*** Block opens ***

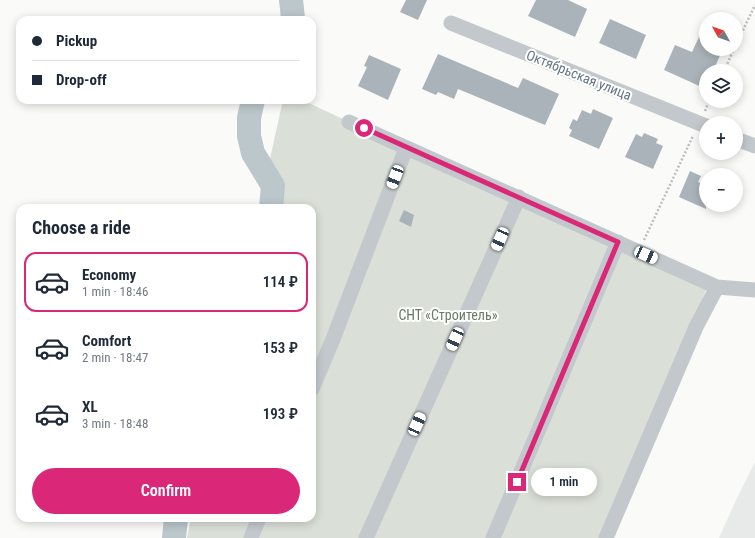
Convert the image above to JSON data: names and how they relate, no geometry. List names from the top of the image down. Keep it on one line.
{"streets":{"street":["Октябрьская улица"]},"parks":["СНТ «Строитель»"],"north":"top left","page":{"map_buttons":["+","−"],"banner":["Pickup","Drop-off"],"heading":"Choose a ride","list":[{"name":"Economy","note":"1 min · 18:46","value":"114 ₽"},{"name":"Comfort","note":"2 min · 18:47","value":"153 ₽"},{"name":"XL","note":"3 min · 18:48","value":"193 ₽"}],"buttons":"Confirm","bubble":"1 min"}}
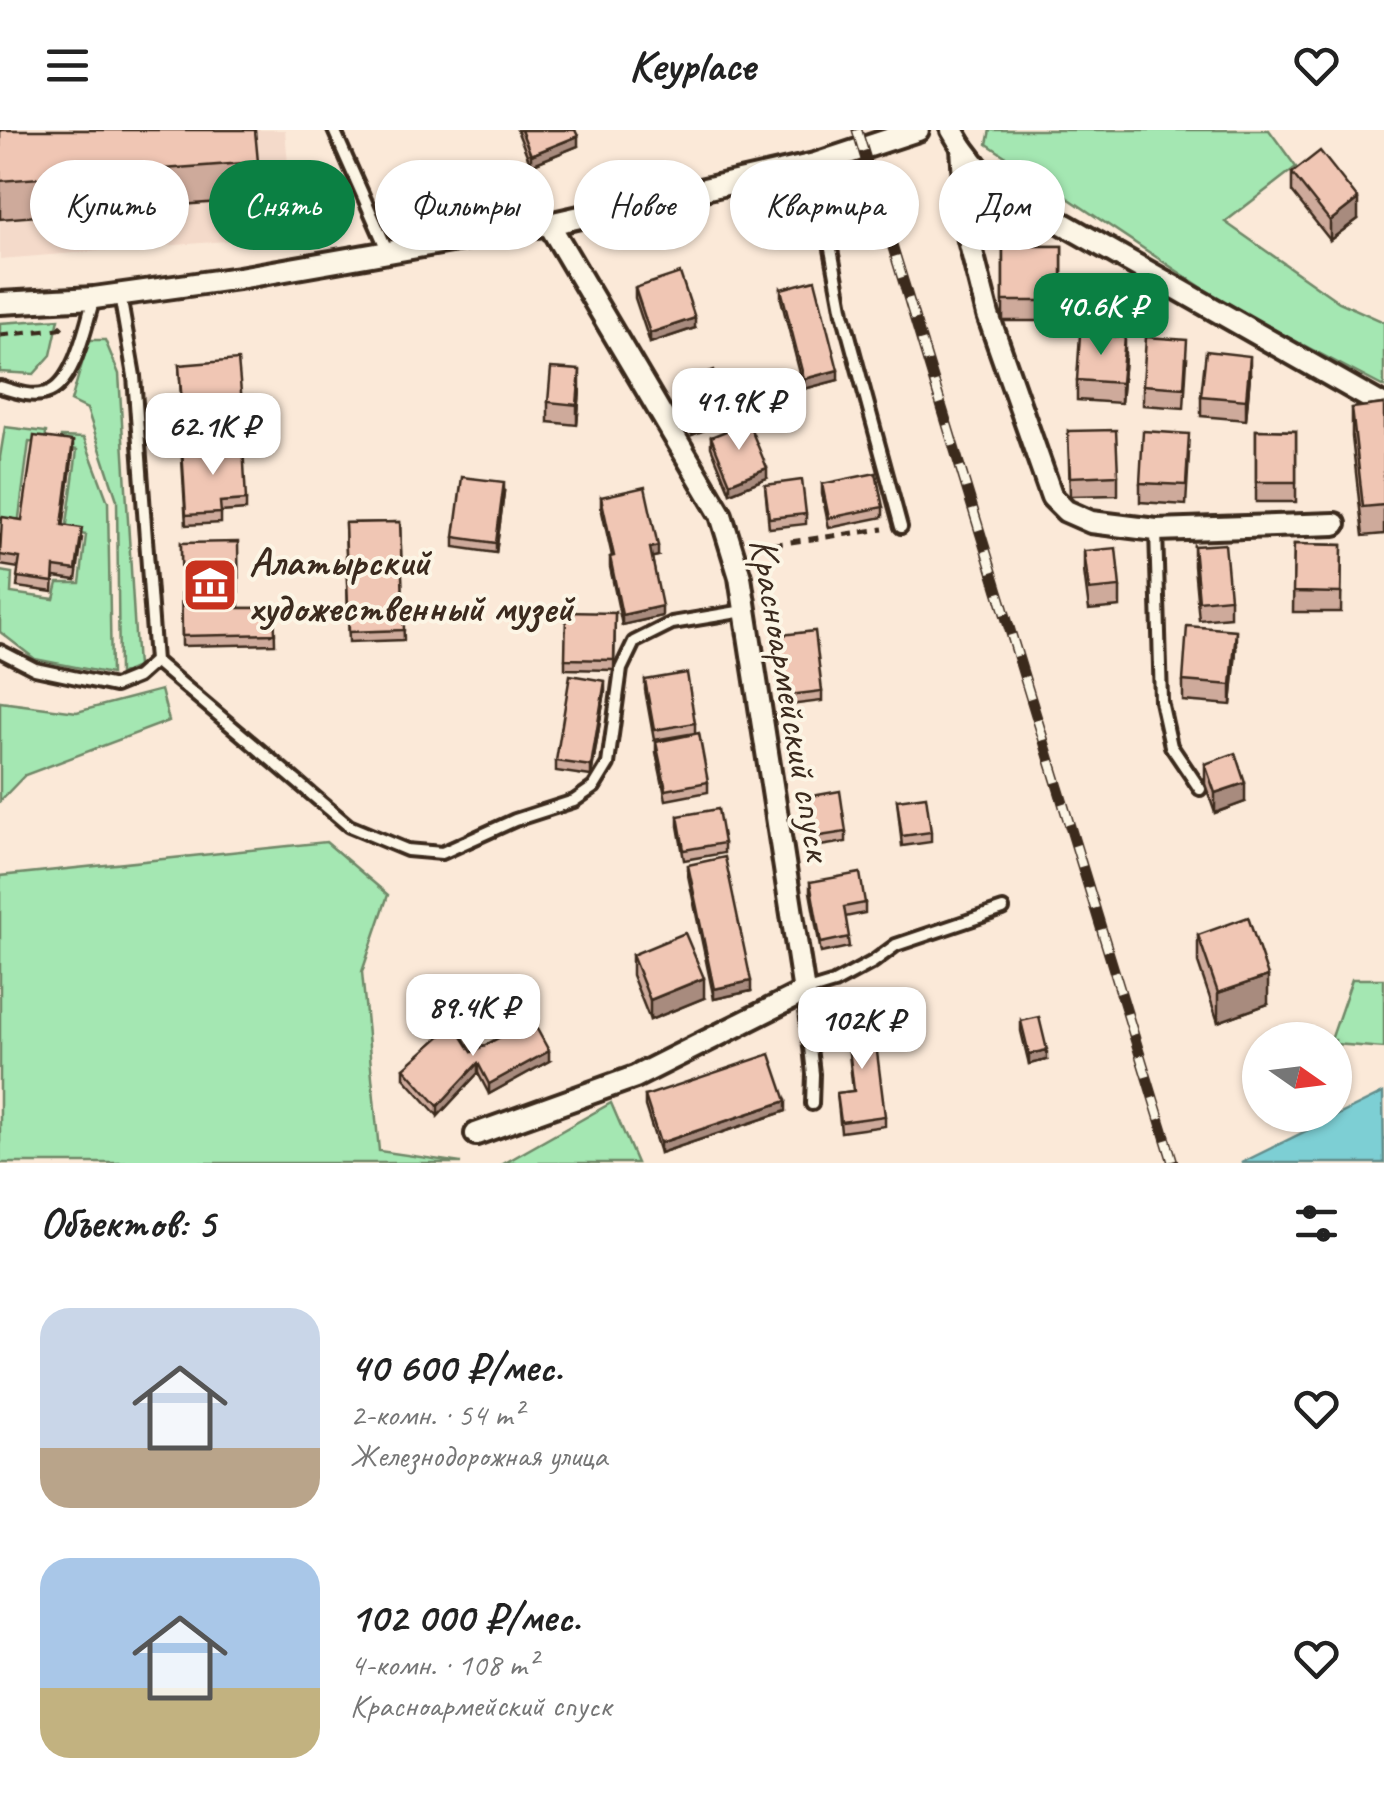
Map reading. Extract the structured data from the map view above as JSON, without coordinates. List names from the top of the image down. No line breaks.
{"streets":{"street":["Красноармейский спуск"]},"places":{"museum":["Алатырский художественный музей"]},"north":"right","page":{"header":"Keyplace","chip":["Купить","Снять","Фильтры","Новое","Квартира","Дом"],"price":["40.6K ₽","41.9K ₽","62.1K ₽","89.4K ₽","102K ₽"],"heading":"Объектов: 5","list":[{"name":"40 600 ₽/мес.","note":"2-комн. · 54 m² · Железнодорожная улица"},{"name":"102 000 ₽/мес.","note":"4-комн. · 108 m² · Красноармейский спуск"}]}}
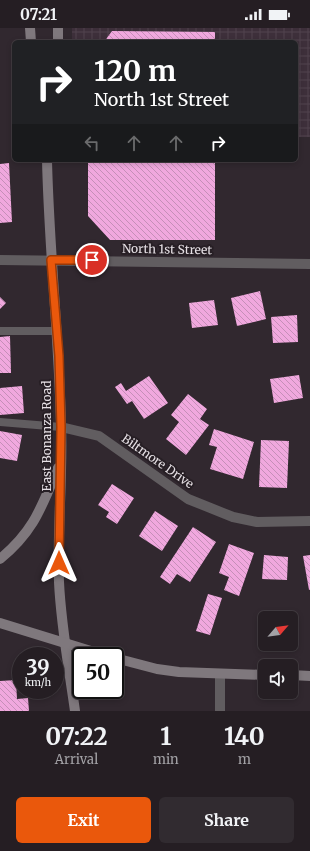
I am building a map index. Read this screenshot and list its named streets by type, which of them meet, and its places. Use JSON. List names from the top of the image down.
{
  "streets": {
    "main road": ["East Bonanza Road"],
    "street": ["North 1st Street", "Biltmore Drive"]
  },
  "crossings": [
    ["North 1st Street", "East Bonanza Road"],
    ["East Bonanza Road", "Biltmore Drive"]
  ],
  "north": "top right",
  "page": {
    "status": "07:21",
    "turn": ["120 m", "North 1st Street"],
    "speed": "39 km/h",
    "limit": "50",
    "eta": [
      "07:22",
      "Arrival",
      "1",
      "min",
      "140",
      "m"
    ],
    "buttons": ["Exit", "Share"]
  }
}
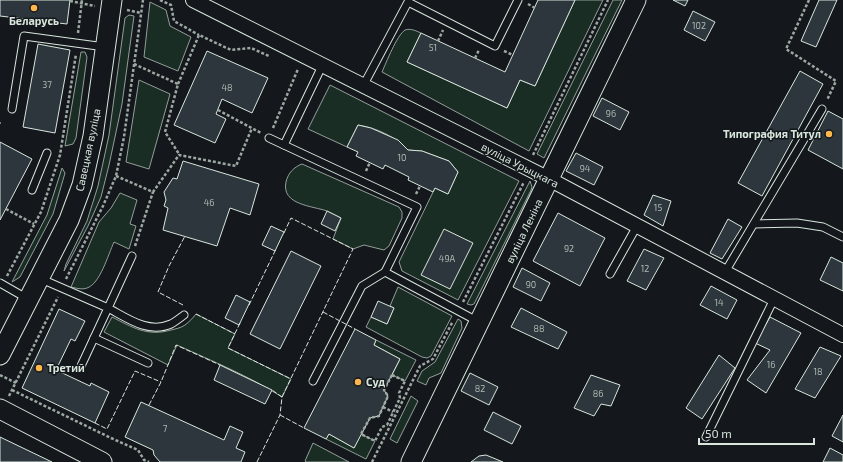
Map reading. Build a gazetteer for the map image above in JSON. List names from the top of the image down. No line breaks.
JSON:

*** Block closes ***

→ **What you have to do**
Return to the listing above and set it down exactly, leaving out its pictures.

→ **Response to this task**
Convert the image above to JSON data: names and how they relate, no geometry. List names from the top of the image down. Keep it on one line.
{"streets":{"street":["Октябрьская улица"]},"parks":["СНТ «Строитель»"],"north":"top left","page":{"map_buttons":["+","−"],"banner":["Pickup","Drop-off"],"heading":"Choose a ride","list":[{"name":"Economy","note":"1 min · 18:46","value":"114 ₽"},{"name":"Comfort","note":"2 min · 18:47","value":"153 ₽"},{"name":"XL","note":"3 min · 18:48","value":"193 ₽"}],"buttons":"Confirm","bubble":"1 min"}}
Map reading. Extract the structured data from the map view above as JSON, without coordinates. List names from the top of the image down. No line breaks.
{"streets":{"street":["Красноармейский спуск"]},"places":{"museum":["Алатырский художественный музей"]},"north":"right","page":{"header":"Keyplace","chip":["Купить","Снять","Фильтры","Новое","Квартира","Дом"],"price":["40.6K ₽","41.9K ₽","62.1K ₽","89.4K ₽","102K ₽"],"heading":"Объектов: 5","list":[{"name":"40 600 ₽/мес.","note":"2-комн. · 54 m² · Железнодорожная улица"},{"name":"102 000 ₽/мес.","note":"4-комн. · 108 m² · Красноармейский спуск"}]}}
I am building a map index. Read this screenshot and list its named streets by type, which of them meet, and its places. Use JSON. List names from the top of the image down.
{
  "streets": {
    "main road": ["East Bonanza Road"],
    "street": ["North 1st Street", "Biltmore Drive"]
  },
  "crossings": [
    ["North 1st Street", "East Bonanza Road"],
    ["East Bonanza Road", "Biltmore Drive"]
  ],
  "north": "top right",
  "page": {
    "status": "07:21",
    "turn": ["120 m", "North 1st Street"],
    "speed": "39 km/h",
    "limit": "50",
    "eta": [
      "07:22",
      "Arrival",
      "1",
      "min",
      "140",
      "m"
    ],
    "buttons": ["Exit", "Share"]
  }
}
Map reading. Build a gazetteer for the map image above in JSON. List names from the top of the image down. No line breaks.
JSON:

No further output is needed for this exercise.